Hamon’s campaign is about moving the party firmly to the left after what many Socialist voters feel has been a muddled and disastrous five-year term under François Hollande.
Manuel Valls, who took 31% in the first round and who represents the pro-business Socialist party of government, aspiring to New Labour-style politics, has angrily warned that pursuing what he considers to be idealist, costly and pie-in-the-sky notions that cannot be put into practise risks relegating the party to decades in opposition and “certain failure”.
This is the painful showdown that the warring French Socialists have been postponing for decades: whether to decisively commit to a neoliberal stance in order to be in government, or whether to create a new, firmly leftwing identity.
The high stakes of the presidential election in May have added to the sense of panic. The French electorate as a whole has shifted firmly to the right. Currently, the favourites to make it to the final round of the presidential race are the far-right Front National’s Marine Le Pen and the staunchly rightwing, socially conservative François Fillon of the Republicans.

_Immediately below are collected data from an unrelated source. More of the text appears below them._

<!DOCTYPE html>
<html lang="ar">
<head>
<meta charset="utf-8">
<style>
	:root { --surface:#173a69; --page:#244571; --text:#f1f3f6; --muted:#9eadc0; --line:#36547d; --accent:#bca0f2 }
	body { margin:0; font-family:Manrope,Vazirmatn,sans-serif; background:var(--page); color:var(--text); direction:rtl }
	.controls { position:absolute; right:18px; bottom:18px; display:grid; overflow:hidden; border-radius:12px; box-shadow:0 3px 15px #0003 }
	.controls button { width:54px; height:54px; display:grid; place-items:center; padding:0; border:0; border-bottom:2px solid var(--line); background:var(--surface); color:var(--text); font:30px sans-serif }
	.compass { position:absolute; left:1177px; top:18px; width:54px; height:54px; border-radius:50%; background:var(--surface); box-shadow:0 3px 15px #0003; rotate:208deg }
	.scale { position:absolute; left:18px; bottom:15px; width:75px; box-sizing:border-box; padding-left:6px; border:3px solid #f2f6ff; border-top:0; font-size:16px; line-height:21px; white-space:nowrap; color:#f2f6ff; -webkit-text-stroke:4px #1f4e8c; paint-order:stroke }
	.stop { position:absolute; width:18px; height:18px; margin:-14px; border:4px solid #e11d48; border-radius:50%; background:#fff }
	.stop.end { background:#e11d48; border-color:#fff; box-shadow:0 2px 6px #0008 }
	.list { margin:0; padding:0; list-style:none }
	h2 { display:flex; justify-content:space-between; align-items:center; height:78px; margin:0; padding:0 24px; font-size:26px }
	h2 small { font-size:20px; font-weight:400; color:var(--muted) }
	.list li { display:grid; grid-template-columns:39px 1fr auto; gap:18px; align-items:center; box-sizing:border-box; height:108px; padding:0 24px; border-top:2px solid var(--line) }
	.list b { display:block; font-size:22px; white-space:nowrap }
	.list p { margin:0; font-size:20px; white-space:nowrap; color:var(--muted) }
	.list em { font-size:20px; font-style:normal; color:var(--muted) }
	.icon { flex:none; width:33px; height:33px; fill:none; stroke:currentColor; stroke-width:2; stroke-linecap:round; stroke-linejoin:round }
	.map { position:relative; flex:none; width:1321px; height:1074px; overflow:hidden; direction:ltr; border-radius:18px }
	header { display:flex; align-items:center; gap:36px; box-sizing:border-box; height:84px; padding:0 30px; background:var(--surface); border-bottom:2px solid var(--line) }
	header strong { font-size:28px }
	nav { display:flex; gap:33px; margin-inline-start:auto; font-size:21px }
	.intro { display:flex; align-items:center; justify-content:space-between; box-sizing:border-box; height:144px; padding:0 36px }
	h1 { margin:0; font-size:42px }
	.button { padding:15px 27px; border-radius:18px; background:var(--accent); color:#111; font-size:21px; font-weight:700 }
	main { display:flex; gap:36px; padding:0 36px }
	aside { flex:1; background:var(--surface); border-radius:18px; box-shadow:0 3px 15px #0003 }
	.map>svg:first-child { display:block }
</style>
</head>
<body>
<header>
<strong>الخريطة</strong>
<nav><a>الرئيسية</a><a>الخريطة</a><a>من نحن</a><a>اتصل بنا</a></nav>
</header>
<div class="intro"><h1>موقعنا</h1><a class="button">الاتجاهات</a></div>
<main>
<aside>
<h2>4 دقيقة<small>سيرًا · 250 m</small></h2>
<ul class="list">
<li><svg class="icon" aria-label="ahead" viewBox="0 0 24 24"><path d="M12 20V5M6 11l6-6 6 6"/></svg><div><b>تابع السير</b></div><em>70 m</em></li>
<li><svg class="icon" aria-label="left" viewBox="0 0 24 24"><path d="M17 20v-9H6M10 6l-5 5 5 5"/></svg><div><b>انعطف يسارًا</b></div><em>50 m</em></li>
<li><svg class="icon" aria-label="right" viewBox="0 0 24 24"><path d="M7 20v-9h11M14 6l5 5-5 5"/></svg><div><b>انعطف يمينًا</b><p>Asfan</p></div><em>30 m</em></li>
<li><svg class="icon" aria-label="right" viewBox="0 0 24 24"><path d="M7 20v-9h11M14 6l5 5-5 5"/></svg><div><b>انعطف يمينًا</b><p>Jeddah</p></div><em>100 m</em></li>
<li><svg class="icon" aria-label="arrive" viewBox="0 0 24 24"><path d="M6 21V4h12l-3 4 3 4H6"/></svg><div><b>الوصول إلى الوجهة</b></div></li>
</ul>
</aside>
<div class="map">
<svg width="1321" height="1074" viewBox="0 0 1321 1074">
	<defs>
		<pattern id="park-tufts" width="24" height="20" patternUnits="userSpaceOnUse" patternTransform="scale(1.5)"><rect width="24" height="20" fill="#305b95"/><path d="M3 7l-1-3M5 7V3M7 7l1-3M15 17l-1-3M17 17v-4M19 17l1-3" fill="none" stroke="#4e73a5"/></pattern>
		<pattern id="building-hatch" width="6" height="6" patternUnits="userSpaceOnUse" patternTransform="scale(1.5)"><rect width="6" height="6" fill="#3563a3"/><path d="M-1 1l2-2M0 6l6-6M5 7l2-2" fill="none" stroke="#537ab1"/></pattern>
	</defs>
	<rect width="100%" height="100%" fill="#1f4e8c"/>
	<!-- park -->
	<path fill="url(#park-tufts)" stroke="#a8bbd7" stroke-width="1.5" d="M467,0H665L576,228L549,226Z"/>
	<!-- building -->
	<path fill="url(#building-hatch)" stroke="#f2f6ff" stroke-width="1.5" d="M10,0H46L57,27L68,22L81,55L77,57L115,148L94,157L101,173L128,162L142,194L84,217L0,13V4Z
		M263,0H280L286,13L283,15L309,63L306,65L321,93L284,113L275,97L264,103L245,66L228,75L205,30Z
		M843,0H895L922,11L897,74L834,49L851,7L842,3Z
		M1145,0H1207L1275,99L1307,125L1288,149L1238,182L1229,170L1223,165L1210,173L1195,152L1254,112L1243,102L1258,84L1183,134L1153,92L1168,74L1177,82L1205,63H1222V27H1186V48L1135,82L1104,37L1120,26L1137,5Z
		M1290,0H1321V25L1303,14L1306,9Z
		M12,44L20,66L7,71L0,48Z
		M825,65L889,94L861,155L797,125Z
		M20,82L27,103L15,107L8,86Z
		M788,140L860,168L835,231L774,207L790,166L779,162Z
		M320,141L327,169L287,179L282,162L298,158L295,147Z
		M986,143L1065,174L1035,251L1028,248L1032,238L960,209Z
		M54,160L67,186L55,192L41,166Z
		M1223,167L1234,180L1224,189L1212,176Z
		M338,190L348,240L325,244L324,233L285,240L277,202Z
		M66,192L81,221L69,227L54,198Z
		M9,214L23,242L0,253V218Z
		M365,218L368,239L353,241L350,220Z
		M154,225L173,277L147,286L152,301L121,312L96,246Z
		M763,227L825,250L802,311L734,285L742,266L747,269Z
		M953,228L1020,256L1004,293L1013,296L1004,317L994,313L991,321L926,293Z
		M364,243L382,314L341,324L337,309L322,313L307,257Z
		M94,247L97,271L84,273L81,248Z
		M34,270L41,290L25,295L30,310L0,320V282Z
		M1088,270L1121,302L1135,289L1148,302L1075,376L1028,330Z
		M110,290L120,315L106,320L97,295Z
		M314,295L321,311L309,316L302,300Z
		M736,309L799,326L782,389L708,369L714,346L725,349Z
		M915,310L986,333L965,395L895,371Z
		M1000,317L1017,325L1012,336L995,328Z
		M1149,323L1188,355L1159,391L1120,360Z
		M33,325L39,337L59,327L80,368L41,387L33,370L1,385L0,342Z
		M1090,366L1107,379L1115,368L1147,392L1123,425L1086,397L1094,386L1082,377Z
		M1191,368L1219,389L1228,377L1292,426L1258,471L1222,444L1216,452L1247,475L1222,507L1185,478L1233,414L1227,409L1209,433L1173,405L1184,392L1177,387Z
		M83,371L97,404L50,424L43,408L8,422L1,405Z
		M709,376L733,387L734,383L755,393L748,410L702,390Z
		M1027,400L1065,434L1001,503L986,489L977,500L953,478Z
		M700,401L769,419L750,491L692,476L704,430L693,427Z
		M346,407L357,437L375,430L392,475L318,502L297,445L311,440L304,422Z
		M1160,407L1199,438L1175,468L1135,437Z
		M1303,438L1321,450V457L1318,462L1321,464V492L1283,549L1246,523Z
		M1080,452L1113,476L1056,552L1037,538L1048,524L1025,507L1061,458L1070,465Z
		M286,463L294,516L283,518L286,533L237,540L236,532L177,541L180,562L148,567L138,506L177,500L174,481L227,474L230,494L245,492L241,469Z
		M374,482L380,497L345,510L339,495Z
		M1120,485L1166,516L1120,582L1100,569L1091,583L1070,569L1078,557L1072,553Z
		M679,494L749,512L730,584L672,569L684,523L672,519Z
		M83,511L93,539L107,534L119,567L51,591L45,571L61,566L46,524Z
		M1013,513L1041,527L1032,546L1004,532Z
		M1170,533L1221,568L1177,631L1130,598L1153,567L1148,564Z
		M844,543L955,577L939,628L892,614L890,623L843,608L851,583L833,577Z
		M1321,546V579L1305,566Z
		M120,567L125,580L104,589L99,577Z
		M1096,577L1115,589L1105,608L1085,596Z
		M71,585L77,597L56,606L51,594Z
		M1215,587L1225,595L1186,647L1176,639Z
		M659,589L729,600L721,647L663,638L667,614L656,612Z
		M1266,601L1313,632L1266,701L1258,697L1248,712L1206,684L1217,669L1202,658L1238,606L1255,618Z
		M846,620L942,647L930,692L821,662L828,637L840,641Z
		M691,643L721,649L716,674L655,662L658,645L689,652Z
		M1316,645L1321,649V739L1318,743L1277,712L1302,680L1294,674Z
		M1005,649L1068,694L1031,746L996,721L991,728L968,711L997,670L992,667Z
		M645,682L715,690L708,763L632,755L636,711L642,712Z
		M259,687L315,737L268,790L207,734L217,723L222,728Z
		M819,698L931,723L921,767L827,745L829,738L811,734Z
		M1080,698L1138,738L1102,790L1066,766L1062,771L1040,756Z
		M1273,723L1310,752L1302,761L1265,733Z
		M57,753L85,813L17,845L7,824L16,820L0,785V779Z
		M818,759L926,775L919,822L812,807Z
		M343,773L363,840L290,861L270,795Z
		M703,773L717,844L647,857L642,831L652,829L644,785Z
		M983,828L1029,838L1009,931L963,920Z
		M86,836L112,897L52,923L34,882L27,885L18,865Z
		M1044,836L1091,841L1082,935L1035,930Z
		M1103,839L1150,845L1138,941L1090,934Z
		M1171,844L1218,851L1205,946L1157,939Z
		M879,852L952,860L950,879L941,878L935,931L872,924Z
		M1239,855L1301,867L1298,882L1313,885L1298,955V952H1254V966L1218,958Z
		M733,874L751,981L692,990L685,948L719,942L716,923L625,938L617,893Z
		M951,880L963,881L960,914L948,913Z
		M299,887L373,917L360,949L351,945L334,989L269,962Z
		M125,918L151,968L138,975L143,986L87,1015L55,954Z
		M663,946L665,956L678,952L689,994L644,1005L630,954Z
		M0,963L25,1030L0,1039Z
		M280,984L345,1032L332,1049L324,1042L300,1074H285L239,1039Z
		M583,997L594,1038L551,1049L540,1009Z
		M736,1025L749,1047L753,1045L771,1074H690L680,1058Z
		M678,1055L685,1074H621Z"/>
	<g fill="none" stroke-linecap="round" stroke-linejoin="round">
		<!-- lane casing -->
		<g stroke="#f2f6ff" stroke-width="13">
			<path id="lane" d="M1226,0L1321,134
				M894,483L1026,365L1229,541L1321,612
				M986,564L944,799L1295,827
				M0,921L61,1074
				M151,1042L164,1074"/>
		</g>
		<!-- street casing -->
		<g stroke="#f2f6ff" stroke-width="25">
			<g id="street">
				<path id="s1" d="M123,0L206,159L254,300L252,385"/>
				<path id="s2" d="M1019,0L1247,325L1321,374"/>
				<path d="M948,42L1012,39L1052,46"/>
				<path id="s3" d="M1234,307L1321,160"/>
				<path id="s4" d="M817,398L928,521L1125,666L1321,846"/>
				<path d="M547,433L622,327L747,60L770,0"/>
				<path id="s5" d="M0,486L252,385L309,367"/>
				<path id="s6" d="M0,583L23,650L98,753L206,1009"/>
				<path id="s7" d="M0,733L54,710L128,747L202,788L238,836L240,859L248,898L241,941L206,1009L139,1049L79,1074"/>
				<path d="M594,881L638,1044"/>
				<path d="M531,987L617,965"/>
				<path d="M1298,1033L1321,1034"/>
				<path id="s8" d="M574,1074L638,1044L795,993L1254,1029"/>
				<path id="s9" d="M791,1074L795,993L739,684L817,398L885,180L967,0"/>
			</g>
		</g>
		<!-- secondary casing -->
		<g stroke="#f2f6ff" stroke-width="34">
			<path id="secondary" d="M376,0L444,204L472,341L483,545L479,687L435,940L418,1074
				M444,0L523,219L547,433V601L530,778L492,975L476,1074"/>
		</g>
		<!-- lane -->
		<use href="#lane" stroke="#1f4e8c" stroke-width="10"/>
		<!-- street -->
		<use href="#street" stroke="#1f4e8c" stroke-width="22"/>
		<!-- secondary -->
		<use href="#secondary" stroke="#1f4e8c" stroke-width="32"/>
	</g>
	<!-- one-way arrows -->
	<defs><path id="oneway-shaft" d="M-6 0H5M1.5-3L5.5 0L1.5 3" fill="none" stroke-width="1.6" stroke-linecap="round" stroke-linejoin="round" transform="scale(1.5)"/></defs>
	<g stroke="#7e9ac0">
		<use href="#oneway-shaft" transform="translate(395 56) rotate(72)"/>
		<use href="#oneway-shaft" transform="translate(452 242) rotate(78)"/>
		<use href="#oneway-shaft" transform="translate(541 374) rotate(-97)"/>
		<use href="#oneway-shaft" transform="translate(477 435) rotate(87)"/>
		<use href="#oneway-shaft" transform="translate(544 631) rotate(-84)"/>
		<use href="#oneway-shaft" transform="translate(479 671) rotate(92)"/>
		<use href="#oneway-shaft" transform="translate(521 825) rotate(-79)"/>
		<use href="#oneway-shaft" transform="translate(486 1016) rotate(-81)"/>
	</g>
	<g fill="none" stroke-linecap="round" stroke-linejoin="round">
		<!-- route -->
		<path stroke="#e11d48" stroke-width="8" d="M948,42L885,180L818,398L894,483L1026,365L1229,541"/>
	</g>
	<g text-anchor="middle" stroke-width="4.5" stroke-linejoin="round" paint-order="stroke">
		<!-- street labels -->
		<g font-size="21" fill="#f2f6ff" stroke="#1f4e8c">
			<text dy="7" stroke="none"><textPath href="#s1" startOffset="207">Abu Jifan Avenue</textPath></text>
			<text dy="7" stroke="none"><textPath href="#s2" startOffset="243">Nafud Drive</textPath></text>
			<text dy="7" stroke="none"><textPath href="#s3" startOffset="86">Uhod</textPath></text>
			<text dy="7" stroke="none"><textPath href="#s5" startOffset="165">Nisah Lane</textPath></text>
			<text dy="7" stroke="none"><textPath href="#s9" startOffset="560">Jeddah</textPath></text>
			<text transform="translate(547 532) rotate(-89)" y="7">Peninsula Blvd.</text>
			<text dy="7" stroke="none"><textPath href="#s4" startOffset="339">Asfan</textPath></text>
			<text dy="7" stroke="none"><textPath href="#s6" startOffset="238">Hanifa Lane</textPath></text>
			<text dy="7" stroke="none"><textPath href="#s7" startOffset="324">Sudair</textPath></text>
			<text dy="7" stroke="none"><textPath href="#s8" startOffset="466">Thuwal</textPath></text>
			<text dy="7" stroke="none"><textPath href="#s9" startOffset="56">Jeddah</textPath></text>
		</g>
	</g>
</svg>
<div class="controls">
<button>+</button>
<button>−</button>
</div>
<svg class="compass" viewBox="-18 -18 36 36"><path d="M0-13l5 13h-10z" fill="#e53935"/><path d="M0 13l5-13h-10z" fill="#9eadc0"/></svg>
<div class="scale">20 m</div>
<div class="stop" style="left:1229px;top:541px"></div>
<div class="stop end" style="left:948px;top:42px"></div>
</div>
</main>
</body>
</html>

Breathing down their neck in third place in polls is Hollande’s rebellious former economy minister Emmanuel Macron, running a maverick “neither left nor right” campaign. Then comes the hard-left firebrand Jean-Luc Mélenchon. The Socialists seem set to be relegated to a demoralising fifth place, no matter who they choose as their candidate.

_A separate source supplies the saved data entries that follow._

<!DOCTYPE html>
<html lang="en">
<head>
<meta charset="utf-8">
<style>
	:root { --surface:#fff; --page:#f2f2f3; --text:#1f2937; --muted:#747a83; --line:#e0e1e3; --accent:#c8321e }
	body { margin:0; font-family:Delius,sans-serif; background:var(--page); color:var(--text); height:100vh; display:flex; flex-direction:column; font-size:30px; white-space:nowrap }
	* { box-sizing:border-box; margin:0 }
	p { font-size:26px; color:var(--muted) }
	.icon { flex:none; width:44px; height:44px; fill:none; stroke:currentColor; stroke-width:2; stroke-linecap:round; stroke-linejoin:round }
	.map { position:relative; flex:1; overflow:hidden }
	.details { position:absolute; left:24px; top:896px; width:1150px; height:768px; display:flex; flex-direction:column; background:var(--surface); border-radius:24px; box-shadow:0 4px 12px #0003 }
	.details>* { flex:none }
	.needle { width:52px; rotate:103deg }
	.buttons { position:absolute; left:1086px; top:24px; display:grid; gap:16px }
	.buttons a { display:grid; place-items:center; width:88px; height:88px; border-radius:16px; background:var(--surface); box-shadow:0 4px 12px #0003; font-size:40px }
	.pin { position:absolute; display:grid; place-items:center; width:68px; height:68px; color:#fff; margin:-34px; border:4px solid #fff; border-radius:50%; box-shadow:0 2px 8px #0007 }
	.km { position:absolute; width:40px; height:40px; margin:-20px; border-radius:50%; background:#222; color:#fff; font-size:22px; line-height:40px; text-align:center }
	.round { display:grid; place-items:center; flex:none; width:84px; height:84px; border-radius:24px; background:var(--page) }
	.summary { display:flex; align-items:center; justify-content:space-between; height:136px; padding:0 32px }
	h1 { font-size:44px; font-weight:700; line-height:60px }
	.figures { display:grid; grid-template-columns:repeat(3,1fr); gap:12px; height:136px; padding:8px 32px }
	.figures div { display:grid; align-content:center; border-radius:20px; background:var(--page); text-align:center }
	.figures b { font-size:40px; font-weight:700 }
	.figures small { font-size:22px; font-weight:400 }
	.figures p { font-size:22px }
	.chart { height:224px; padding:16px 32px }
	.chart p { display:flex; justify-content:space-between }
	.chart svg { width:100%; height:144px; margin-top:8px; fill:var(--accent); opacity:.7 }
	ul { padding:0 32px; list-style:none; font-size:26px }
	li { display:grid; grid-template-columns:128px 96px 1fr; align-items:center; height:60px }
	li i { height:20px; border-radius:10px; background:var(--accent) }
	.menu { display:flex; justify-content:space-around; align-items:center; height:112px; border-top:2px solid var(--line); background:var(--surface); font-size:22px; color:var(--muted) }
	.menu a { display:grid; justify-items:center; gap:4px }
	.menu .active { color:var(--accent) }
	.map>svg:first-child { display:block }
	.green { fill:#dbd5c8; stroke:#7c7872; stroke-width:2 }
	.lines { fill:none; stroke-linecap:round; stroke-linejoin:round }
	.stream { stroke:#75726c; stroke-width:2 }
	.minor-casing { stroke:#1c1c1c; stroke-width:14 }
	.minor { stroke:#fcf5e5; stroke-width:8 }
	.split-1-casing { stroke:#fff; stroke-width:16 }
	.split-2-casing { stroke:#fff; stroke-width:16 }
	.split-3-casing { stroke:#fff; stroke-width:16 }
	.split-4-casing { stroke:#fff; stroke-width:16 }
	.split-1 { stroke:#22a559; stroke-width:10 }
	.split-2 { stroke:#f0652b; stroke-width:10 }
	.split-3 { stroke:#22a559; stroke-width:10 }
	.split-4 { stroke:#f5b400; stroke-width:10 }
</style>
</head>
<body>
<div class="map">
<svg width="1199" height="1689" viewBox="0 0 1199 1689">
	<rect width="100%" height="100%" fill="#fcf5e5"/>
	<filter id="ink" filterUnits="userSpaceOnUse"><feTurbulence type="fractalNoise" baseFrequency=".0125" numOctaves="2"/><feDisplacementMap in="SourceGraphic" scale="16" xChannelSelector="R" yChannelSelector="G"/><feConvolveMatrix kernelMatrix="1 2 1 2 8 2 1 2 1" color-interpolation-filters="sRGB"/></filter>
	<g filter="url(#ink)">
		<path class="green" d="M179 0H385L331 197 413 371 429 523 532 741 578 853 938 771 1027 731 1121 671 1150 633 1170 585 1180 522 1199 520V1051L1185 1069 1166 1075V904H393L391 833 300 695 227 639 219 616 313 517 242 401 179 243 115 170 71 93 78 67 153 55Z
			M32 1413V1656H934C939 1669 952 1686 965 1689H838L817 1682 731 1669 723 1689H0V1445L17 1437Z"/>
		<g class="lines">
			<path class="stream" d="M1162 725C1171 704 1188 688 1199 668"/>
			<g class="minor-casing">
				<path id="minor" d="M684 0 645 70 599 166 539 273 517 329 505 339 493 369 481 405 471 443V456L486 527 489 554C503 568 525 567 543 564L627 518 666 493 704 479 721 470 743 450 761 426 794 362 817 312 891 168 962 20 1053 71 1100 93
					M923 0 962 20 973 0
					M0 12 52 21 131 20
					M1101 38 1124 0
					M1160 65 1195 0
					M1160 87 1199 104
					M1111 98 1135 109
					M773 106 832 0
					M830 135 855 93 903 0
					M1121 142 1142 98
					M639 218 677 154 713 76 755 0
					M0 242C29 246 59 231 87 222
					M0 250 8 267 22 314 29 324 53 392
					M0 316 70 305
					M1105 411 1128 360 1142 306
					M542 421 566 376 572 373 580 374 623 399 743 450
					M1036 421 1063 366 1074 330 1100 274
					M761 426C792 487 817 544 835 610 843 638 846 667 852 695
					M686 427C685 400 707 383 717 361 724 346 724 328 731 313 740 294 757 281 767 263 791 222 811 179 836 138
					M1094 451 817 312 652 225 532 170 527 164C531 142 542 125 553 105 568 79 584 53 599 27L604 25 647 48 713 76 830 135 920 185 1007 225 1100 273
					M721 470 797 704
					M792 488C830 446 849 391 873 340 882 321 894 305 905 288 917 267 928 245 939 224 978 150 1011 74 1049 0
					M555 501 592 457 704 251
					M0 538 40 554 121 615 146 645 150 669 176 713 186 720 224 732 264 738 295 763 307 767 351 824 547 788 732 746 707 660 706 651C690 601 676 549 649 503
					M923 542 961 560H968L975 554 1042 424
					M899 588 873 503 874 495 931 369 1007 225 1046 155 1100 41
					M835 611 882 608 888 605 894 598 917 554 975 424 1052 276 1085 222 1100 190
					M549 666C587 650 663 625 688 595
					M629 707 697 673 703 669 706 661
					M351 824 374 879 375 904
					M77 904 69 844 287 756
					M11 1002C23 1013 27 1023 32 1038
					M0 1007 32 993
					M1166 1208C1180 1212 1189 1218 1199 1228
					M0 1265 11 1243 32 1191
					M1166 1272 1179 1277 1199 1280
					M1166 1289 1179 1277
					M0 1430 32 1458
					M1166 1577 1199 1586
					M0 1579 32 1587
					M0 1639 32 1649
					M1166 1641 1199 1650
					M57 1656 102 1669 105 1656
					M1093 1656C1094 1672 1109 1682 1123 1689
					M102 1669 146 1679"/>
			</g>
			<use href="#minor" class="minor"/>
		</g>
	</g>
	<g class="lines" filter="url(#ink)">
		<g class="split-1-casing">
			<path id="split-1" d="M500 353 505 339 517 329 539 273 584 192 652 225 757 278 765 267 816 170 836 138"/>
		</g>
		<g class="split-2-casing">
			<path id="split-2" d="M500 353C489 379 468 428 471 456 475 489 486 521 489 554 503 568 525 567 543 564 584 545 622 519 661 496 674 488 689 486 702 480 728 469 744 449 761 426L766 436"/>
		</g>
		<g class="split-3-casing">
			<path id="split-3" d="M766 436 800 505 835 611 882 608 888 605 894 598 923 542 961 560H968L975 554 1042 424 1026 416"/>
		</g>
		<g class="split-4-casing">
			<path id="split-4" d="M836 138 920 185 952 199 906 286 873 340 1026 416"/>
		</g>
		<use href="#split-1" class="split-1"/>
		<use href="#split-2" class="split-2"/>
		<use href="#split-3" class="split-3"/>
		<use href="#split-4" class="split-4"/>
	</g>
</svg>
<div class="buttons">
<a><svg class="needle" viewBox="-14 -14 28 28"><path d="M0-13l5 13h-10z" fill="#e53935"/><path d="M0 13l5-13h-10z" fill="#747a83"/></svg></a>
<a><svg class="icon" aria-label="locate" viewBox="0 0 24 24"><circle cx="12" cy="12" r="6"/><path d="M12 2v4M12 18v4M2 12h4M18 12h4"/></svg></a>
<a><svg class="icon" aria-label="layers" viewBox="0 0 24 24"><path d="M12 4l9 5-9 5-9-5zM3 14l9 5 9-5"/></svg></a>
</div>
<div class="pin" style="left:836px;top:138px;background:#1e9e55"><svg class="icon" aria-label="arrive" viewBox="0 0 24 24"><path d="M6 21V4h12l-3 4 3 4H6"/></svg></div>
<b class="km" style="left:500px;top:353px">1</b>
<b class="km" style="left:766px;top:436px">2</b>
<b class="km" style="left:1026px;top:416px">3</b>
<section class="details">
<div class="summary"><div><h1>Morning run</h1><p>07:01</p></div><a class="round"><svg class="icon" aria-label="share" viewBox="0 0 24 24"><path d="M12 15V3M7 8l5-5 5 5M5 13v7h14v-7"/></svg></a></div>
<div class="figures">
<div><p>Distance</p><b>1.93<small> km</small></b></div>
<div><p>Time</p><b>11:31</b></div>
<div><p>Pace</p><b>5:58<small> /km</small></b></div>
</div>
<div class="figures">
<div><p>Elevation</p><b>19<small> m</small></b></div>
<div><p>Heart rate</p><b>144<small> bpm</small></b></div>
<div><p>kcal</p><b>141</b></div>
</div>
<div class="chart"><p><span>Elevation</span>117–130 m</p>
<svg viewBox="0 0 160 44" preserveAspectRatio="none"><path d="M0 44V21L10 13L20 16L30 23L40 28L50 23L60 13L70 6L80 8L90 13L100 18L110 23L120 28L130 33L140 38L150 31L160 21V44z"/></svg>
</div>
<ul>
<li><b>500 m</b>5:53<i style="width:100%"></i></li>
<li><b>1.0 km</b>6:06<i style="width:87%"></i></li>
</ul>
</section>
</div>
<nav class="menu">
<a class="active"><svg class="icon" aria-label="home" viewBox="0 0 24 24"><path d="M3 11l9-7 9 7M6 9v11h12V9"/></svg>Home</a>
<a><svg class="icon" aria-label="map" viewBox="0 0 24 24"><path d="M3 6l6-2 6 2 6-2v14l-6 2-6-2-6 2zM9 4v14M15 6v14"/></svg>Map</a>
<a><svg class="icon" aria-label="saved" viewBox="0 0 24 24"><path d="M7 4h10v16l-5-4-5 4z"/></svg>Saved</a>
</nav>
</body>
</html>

Valls was outraged by Hamon’s reference to Corbyn, who he felt had “made the choice to stay in opposition” when the left should aspire to be in government. Hamon, on a radio show, argued that the left needed new “imaginative and powerful policy” if it was to counter the right.
The Corbyn comparisons do not totally fit the French race: the Socialists are choosing a presidential candidate in an open primary race, not a party leader (although the party’s long-term future is in question). The pro-Europe Hamon is 20 years younger than Corbyn, he has served in government as minister, was an MEP and part of the party apparatus as a former party spokesman. But Hamon is a rebel MP who was kicked out of government as education minister in 2014 after opposing Hollande and Valls’s pro-business economic policy.
Florence Faucher, a professor of political science at Sciences Po University in Paris, said that as individuals Hamon and Corbyn did not compare, but “there are similarities in the circumstances – in which a leftwing party in government ends up trapped by its own contradictions.”
She said the backing for staunchly leftwing candidates in the first round of the primary race – another leftist, Arnaud Montebourg, placed third – showed voters’ anger at the rightward shift of the Socialists in government.
Hamon has a strong slant on environmental policy and fighting climate change, and he argues that a universal basic income paid by the government to all adults and a tax on robots are ways of facing up to a changing world with a radically different labour market. He says he is driven only by his young daughters’ future and does not seek to “denigrate” anyone.
But Valls is relishing a fight, calling Hamon’s ideas “ruinous”, “unachievable promises” and electoral suicide. A TV debate between the two on Wednesday is likely to be a bruising match, as a divided party acknowledges it can no longer sweep its differences under the mat.